Motorola have been making phones for what seems like ages now – and they’ve built of quite the reputation along the way. Their Moto brand offers phones for all kinds of budgets, with the E series sitting firmly at the lower end. The Moto E3 is still a good phone though – and it’s a real steal, as long as you’re only looking for a phone to handle the basics.
A lot of budget phones have a pretty clunky design, but the Moto E3 is a refreshing departure from that. Its smooth edges fit snugly in the hand and give it a real sense of style. It feels sturdy, too – making you less worried that it’ll break at drop of a hat. In a really rare move for a budget phone, the E3 has a splashproof coating – a feature that even some higher end phones lack. It’s obviously not designed for a dip in your local pool, but it should withstand spills and light scratches – and it’s a lovely touch.
The screen, too, is quite good for a budget phone. It’s large, bright and colours show up really nicely. It’s quite low on the resolution side, though, so you’ll find that text and images are noticeably less sharp than they would be on higher end phones. But for a budget handset, there’s certainly not too much to complain about.

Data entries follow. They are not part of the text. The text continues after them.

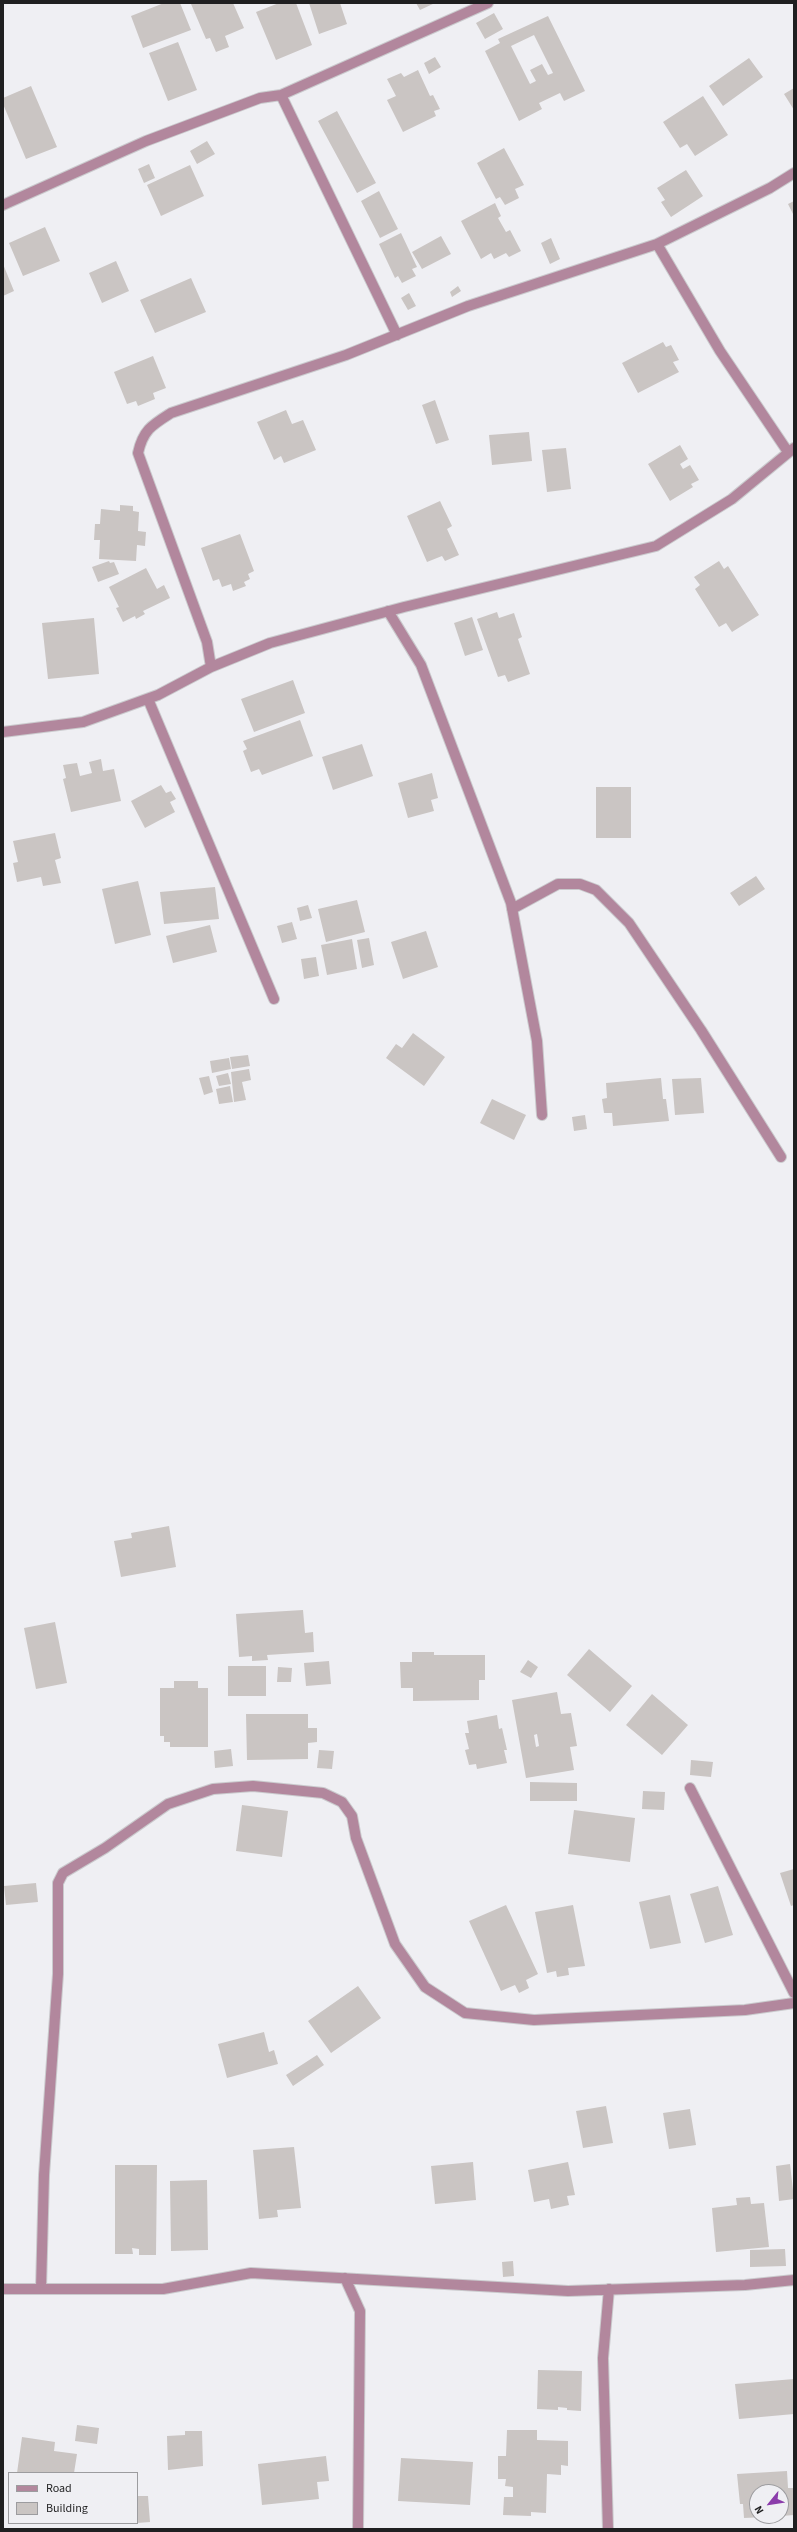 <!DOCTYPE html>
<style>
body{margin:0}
#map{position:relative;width:797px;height:2532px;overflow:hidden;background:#efeff3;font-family:"Source Sans 3",sans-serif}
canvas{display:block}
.frame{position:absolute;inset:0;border:4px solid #1f1f20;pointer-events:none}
.legend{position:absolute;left:8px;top:2472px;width:130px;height:52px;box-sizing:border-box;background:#efeff3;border:1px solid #9c9c9f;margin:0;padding:5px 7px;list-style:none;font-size:12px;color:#1f1f20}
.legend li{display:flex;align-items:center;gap:8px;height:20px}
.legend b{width:20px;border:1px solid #9c9c9f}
.north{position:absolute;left:749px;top:2484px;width:40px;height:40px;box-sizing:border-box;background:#efeff3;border:1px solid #9c9c9f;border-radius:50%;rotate:240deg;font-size:11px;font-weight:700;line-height:16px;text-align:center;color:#1f1f20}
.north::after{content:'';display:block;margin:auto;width:14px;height:18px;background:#8b3cab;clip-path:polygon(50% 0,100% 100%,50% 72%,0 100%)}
</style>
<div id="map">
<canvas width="797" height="2532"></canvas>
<div class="frame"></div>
<ul class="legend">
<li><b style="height:5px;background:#b2879d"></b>Road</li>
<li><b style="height:11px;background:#cac5c3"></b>Building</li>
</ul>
<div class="north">N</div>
</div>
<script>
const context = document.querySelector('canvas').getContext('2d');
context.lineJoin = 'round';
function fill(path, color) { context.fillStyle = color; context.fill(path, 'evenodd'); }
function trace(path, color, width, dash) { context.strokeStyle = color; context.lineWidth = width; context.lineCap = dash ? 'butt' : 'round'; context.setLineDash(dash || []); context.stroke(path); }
fill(new Path2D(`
 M164,3H180L191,30L143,48L131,16Z
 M233,3L244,28L225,36L229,47L216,52L210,38L206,39L191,4Z
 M279,3H296L312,45L276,60L256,12Z
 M309,3H340L347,24L319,34Z
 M416,3H435L420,10Z
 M494,13L503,29L485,39L476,23Z
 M548,16L585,91L564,101L560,93L539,103L542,109L519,121L485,51L500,43L498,39ZM534,35L553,73L548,75L542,64L530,70L536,81L530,84L511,46Z
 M178,42L197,90L168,101L149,53Z
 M435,57L441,67L429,74L424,63Z
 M749,58L763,77L723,106L709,86Z
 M418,70L430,96L433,95L440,109L434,111L436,116L403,132L387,100L396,96L387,79L401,73L404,77Z
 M31,86L57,147L26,159L3,104V98Z
 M794,88V110L784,94Z
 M703,96L728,135L695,156L687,144L680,148L663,122Z
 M337,111L376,183L357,193L318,121Z
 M207,141L215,154L197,164L190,151Z
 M504,148L524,185L515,189L519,198L505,205L500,197L496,199L477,163Z
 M149,164L155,178L144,183L138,169Z
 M190,165L204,196L161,216L147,185Z
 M686,170L703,196L671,217L661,202L665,200L657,188Z
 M379,191L398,229L380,238L361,201Z
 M794,201V216L788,204Z
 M495,203L501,216L498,218L506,232L510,230L521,251L509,257L506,253L494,259L491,253L481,259L461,221Z
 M45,227L60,261L23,276L9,243Z
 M401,233L417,267L412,269L416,276L402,283L398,276L395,278L379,244Z
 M441,236L451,254L422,269L412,252Z
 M551,238L560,259L550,264L541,243Z
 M116,261L129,291L102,303L89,273Z
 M3,264L14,291L3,296Z
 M191,278L206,312L155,333L140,300Z
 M458,286L461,291L452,297L450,292Z
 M409,293L416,306L408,310L401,298Z
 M663,342L666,347L671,345L679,360L673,362L679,372L638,393L622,363Z
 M153,356L166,388L153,393L155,399L138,406L136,401L127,404L114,372Z
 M435,400L449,440L436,444L422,405Z
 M286,410L292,424L303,420L316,450L284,463L281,456L274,460L257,422Z
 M529,432L532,461L492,465L489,435Z
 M680,445L688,459L680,464L683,469L690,465L699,480L691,484L693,487L670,501L648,464Z
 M566,448L571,489L547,492L542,450Z
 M440,501L452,526L447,529L459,555L445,561L442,556L427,562L407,516Z
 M120,505L133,506V511L139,512L138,531L146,532L145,546L137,545L136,561L99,559L100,540H94L95,524H100L101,509L120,511Z
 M240,534L254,571L248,574L250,579L244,582L246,586L233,591L231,584L222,587L219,579L213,581L201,548Z
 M109,561L110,563L114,562L119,574L98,582L92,567Z
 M719,561L724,569L728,566L759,615L732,632L726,623L719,627L695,589L700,585L694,577Z
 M146,568L157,589L164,585L170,598L143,611L145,614L136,619L135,616L123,622L116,608L119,607L109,587Z
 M497,612L499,618L514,613L522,637L518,639L530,674L508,682L505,675L498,677L477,619Z
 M472,617L483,650L465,656L454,623Z
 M94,618L99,674L48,679L42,623Z
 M293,680L305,713L254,732L241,699Z
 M300,720L313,756L262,775L259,769L251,772L243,751L247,749L243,741Z
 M362,744L373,776L333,790L322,757Z
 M101,759L103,771L114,769L121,801L71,812L63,779L66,778L63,765L77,763L80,776L92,773L89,762Z
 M432,773L438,798L431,800L434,811L408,818L398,783Z
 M161,785L166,793L171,791L176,799L170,802L175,812L145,828L131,801Z
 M596,787H631V838H596Z
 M55,833L61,858L55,860L61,883L43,886L41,877L17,882L13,863L18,862L13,841Z
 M756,876L765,889L739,906L730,893Z
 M138,881L151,935L115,944L102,889Z
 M215,887L219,919L164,924L160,892Z
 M357,900L365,932L326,942L318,909Z
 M308,905L312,918L300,921L297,908Z
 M292,922L297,939L282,943L277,926Z
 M210,925L217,952L173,963L166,936Z
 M426,931L438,967L403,979L391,942Z
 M369,938L374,965L362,968L357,940Z
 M352,939L357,969L327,975L321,945Z
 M316,957L319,976L304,979L301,959Z
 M413,1033L445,1057L424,1086L386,1058L396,1044L402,1048Z
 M248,1055L250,1066L232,1069L230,1057Z
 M229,1058L231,1069L212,1073L210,1061Z
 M249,1069L251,1080L242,1082L246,1100L234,1102L231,1072Z
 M228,1073L231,1084L219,1086L216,1076Z
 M209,1076L213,1092L204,1095L199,1078Z
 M661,1078L663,1099H666L669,1121L613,1126L612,1113H604L602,1099L607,1098L606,1083Z
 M701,1078L704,1113L675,1115L672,1079Z
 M230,1086L233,1102L219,1104L216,1089Z
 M492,1099L526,1115L514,1140L480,1123Z
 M585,1115L587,1129L574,1131L572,1117Z
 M169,1526L176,1567L121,1577L114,1541L132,1538L131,1533Z
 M303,1610L305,1633L313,1632L314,1652L267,1655L268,1660L252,1661V1656L239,1657L236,1614Z
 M55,1622L67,1683L36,1689L24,1628Z
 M589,1649L632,1686L610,1712L567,1675Z
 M412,1652H434V1655H485V1680H479V1700L413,1701V1688H401L400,1662H412Z
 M528,1660L538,1667L531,1678L520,1672Z
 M329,1661L331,1684L306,1686L304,1663Z
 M228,1666H266V1696H228Z
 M278,1667L292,1668L291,1682H277Z
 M174,1681H198V1688H208V1747H170V1742H164V1736H160V1688H174Z
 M557,1692L561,1714L571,1713L577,1746L570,1747L574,1770L526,1778L512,1700ZM537,1734L539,1746L536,1747L534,1735Z
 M652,1694L688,1725L662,1755L626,1725Z
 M246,1714H308V1728H317V1742L308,1743V1759L247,1760Z
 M497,1715L499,1729L502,1728L507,1750H504L507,1763L477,1769L476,1764L469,1765L465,1750L469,1749L465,1733H469L467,1721Z
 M231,1749L233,1766L215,1768L214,1751Z
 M319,1750L334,1751L332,1769L317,1768Z
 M691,1760L713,1762L711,1777L690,1775Z
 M530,1782L577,1783V1801H530Z
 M643,1791L665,1792L664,1810L642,1809Z
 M242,1805L288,1811L282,1857L236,1851Z
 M574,1810L635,1818L630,1862L568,1854Z
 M794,1869V1905L791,1906L780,1873Z
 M36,1883L38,1902L6,1905L4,1886Z
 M718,1886L733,1935L705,1943L690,1894Z
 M670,1895L681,1943L650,1949L639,1902Z
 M506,1905L538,1974L526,1980L529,1988L519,1993L515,1985L501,1991L469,1921Z
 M573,1905L585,1966L568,1968L569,1975L557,1977L556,1971L547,1973L535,1912Z
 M358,1986L381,2018L331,2053L308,2021Z
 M264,2032L269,2052L274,2050L278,2064L227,2078L218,2044Z
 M317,2055L324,2065L293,2086L286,2075Z
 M606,2106L613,2143L583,2148L576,2111Z
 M690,2109L696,2145L669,2149L663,2113Z
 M294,2147L301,2208L277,2210L278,2217L259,2219L253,2150Z
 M473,2162L476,2200L435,2204L431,2166Z
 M568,2162L575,2195L567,2196L569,2205L551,2209L549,2199L534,2202L528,2170Z
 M790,2164L794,2199L779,2201L776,2166Z
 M115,2165H157L156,2255H139V2249L132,2248L133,2254H115Z
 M207,2180L208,2250L171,2251L170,2181Z
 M750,2197L751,2204L764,2203L769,2247L716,2252L712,2208L737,2205L736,2198Z
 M785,2249L786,2266L750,2267V2250Z
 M513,2261L514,2276L503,2277L502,2262Z
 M538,2370L582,2371L581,2411L567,2410V2408L558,2407V2410L537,2409Z
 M794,2379V2414L739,2419L735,2384Z
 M77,2425L99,2428L97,2444L75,2441Z
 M507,2430H537V2440L568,2441V2466L561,2465V2475L547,2474L546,2513L531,2512V2516L503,2515L504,2497H513V2487L505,2486L506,2479H498V2456H506Z
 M185,2431H202L203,2466L168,2470L167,2436L185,2435Z
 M22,2437L55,2442L54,2451L77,2454L74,2473H17Z
 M326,2456L329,2481L317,2482L319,2499L262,2505L258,2464Z
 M401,2458L473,2462L470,2505L398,2501Z
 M787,2471L788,2488H794V2515L781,2516V2492H757V2516L765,2517L744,2518L743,2504H740L737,2474Z
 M137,2496H148L150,2522L137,2523Z`), '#cac5c3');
const street = new Path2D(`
 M281,95L488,3
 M3,205L146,141L260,98L281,95L397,335
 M657,244L720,351L788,452
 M388,611L421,665L511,903L537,1041L542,1115
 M211,667L207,642L138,453C143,430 152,425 171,413L346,355L468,306L657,244L770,188L794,173
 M148,699L274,999
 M3,732L83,722L158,695L211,667L270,643L404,607L656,546L732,499L794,448
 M512,909L558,884H580L596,890L629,923L701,1030L781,1157
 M690,1788L794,1993
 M345,2278L360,2311L358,2529
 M3,2289H163L251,2273L568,2291L745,2285L794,2280
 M41,2289L44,2175L58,1974V1883L63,1873L105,1848L168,1804L213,1789L253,1786L323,1793L342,1802L352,1816L356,1838L395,1944L425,1987L465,2013L534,2020L745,2010L794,2003
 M608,2529L603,2358L609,2289`);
trace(street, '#cacacd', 12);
trace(street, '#b2879d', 10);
</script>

The same goes for the E3’s camera set-up, with an 8 Megapixel main camera and 5 megapixels on the front. The rear camera picks up colours quite nicely and is capable of some good shots in daylight. The front-facing camera is fine, too and should handle selfies and video calling without too many problems. In low light, though, neither camera will perform too well – and zooming in to take a picture can leave your image looking cloudy. If that’s an issue – and you’re willing to spend a little bit more, we’d happily recommend the Sony E5.
The Moto E3 also has good battery life and should be able to last all day on a single charge. It’s not designed for more intensive tasks, though, so if you’re multi-tasking or playing power-hungry games, you’ll soon find the power bar running down. But it’s certainly more than adequate for a budget phone.
The Moto E3 does make some compromises though – most noticeably in terms of power. It’s nowhere near as fast as a higher end or mid-range phone, which can be frustrating if you’re used to a phone with a more powerful processor. That’s not to say it’s too slow for basic tasks though – you shouldn’t have any major problems taking pictures or browsing the web. And it’s certainly quicker than a lot of other phones at this price point.
The E3’s also made compromises with its built-in memory, which at 8GB, probably won’t be enough for most users over the long term. But it’s not all bad, since you can expand the E3’s storage with a MicroSD card. They’re pretty cheap – and popping one in couldn’t be easier. So if a compromise had to be made, we don’t mind it being a smaller internal memory. And if you’re willing to pick up a MicroSD card, it won’t bother you, either.
It might sit at a low price point, but the Moto E3 earns high marks from us as a budget phone. Yes, it’s only designed to handle the smartphone basics, but it handles them very nicely. It does compromise on power and memory, but this isn’t a phone for anyone who needs plenty of speed, or oodles of on-board memory. Instead, it’s a reliable, budget-friendly all-rounder. If you’re only interested in the basics – but you want them done well – then this is the phone for you.